# WORK ITEM
Only an exact copy of the lines beginning at the one that contains "Map reading. Read" and ending at the last line of the records below counts as the answer.
Top of PROVIDED DATA
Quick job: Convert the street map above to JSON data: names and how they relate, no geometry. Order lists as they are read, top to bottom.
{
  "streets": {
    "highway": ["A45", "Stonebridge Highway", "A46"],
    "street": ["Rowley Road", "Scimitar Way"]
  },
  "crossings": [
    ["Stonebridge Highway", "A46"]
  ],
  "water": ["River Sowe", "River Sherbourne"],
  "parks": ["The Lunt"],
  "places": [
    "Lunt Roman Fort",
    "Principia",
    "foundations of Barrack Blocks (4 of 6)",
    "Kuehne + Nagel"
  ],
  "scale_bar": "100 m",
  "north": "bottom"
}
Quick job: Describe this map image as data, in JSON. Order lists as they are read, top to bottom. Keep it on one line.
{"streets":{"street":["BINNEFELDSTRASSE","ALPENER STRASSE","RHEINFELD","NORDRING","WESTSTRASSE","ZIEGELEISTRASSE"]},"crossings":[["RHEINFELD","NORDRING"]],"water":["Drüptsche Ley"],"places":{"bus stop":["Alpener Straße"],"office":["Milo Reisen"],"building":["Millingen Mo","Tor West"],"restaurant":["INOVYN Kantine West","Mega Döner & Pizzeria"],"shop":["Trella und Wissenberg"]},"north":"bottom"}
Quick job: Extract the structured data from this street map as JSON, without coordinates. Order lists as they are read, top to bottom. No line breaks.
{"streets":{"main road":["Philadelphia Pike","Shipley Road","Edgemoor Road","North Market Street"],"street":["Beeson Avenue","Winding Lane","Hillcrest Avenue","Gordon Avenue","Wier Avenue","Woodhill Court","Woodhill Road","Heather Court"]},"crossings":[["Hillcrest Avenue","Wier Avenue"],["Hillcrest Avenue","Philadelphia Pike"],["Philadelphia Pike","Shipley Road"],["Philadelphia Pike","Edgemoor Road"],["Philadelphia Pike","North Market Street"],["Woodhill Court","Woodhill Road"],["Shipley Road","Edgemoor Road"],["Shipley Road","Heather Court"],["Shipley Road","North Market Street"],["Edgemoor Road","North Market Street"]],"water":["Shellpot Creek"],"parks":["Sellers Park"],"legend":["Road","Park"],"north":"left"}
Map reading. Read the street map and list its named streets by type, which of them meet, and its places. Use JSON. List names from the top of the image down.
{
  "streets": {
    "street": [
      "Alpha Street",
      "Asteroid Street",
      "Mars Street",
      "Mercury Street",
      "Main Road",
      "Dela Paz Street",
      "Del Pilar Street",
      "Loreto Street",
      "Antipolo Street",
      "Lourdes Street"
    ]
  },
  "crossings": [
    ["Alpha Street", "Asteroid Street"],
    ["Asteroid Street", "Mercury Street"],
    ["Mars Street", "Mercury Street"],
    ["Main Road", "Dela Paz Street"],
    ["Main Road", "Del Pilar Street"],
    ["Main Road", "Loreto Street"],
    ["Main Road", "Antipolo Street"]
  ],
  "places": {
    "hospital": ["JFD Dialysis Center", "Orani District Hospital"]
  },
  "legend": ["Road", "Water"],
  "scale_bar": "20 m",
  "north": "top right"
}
Bottom of PROVIDED DATA
# RESULT
Map reading. Read the street map and list its named streets by type, which of them meet, and its places. Use JSON. List names from the top of the image down.
{
  "streets": {
    "street": [
      "Alpha Street",
      "Asteroid Street",
      "Mars Street",
      "Mercury Street",
      "Main Road",
      "Dela Paz Street",
      "Del Pilar Street",
      "Loreto Street",
      "Antipolo Street",
      "Lourdes Street"
    ]
  },
  "crossings": [
    ["Alpha Street", "Asteroid Street"],
    ["Asteroid Street", "Mercury Street"],
    ["Mars Street", "Mercury Street"],
    ["Main Road", "Dela Paz Street"],
    ["Main Road", "Del Pilar Street"],
    ["Main Road", "Loreto Street"],
    ["Main Road", "Antipolo Street"]
  ],
  "places": {
    "hospital": ["JFD Dialysis Center", "Orani District Hospital"]
  },
  "legend": ["Road", "Water"],
  "scale_bar": "20 m",
  "north": "top right"
}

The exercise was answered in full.